Sentiva scorrere sotto di sé le pendici della montagna: la pietra dolomitica si articolava in picchi e guglie, creando forre e gole, in cui era facile precipitare e perdersi. La goccia conobbe per la prima volta la paura, ma non se ne lasciò sopraffare e proseguì il cammino.
C’era qualcosa, infatti, tra le ferite della terra su cui passava, che non aveva niente a che fare con la mano della natura. I massi raccontavano la storia dell’uomo, sembravano ridare vita e voce a episodi passati fatti di dolore, sacrifici, passione e sangue.
Incuneandosi qua e là tra le rocce, la goccia si accorse che ovunque la superficie era martoriata da crateri creati da bombe; tra i massi spuntavano i resti di lunghi camminamenti testimoni della guerra combattuta in trincea, su cui si affacciavano di tanto in tanto anche gallerie e ricoveri fatiscenti.
Mentre continuava la discesa, la goccia si rese conto di non essere in un luogo normale. C’era qualcosa di ieratico e drammatico nella polvere che lasciava dietro di sé, percorrendo il crinale a perdifiato, come tante altre gocce prima di lei avevano fatto. La zona Sacra del Pasubio continuava a emanare, a distanza di un secolo, deferenza e rispetto. Era proprio lì, che in giorni così, si era combattuto durante la Prima Guerra Mondiale; ed era lì che passava la prima linea: lungo il pendio, che si era intriso di sangue, lacrime e preghiere custodite ancora dalle rocce.

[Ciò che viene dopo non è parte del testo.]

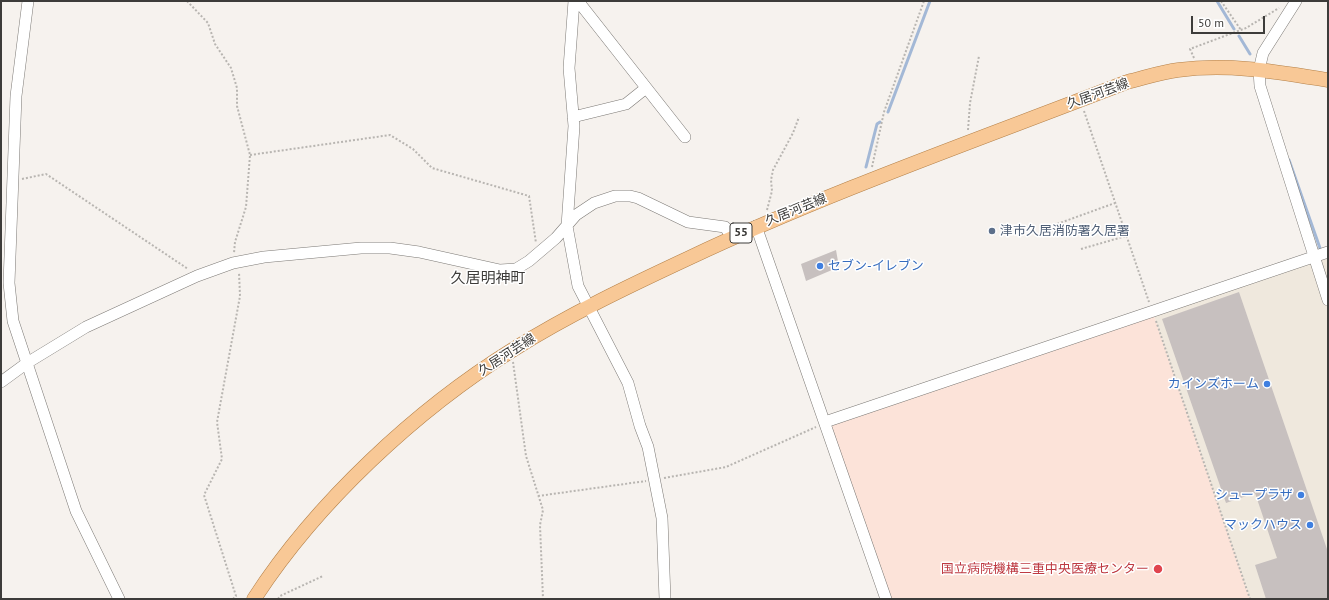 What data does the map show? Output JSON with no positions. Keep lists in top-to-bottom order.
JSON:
{
  "streets": {
    "main road": ["久居河芸線", "55"]
  },
  "districts": ["久居明神町"],
  "places": [
    "津市久居消防署久居署",
    "セブン-イレブン",
    "カインズホーム",
    "シュープラザ",
    "マックハウス",
    "国立病院機構三重中央医療センター"
  ],
  "scale_bar": "50 m"
}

Il torrente Leogra o Giolgara
Il torrente Leogra o Giolgara

Acqua significa vita, lo sapeva non perché glielo avessero spiegato, ma perché lo aveva scritto dentro. Ciononostante, tra i monti, tra le pianure, per l’acqua si era morti. Per una linea di confine che correva lungo il greto di un fiume, il Brenta, il Piave come l’Isonzo, centinaia di migliaia di uomini avevano dato la vita. La goccia, rallentò la corsa, indugiando sul terreno che a poco a poco si faceva meno roccioso e più morbido sotto di lei.
Sentiva di dover fare qualcosa, di dare un contributo, una testimonianza. E allora decise: si sarebbe unita al corso di un grande fiume e lì si sarebbe mischiata alle proprie sorelle, portando con sé il suo carico di storia. Poi avrebbe seguito la corrente, fin dove l’avrebbe portata. Magari fino al mare, e poi, da lì chissà dove altro ancora. Senza limiti e senza lasciarsi distogliere dalla sua missione.
Con il nuovo proposito, raggiunse Pian delle Fugazze, che incrociava la Strada degli Eroi, dove erano state erette alcune lapidi in ricordo di quindici soldati decorati con la Medaglia D’Oro: un segno che gli uomini tributavano ad altri uomini per onorare la loro morte.
Proprio in quel crocevia di storia, la goccia incontrò il suo destino. Rotolando sul pianoro, con un salto si trovò nell’alveo di un torrente. Si chiamava Leogra, ma tra tutti gli abitanti della zona era conosciuto con il nome di Giolgara. In un attimo si trovò nel pieno del corso, prendendo parte a una nuova discesa accanto a tante altre gocce. Adesso, ad attendere tutte, c’era la pianura, poco più sotto.
E lì altri torrenti si sarebbero uniti a quello e così altre milioni gocce, che ad ogni metro si sarebbero moltiplicate, sempre e all’infinito. Attraversarono paesi come Valli del Pasubio e Torrebelvicino, dove si congiunsero con nuovi affluenti, che accorrevano da ogni vallata: la val Sterpa, la val Canale, la val di Sagno, la val Maso, la val Malunga.
E la goccia pensò che non si sarebbe mai fermata, che non l’avrebbero mai fermata. A ogni ponte, dislivello, chiusa che superava si sentiva più forte e sicura. Il suo destino si stava compiendo, perché era il suo corso, la sua storia. Una storia nuova, diversa, di cui faceva parte fino in fondo, che contribuiva a creare istante dopo istante, insieme a tutte le altre.
Ognuna diversa, eppure uguale per essenza e vocazione. E mentre i torrenti aumentavano di portata e diventavano fiumi, lei continuava a sognare il momento in cui sarebbe arrivata finalmente al mare, lei, la goccia del Giolgara, che all’immensità del mare portava in dote l’alba di Cima Palon e il sacrificio perpetuo dei suoi soldati.

Testo tratto da “Pensieri sull’acqua…“, antologia di racconti. Il premio letterario “Giacomo Zanella”, 13esima edizione. Editrice Veneta, Vicenza 2018.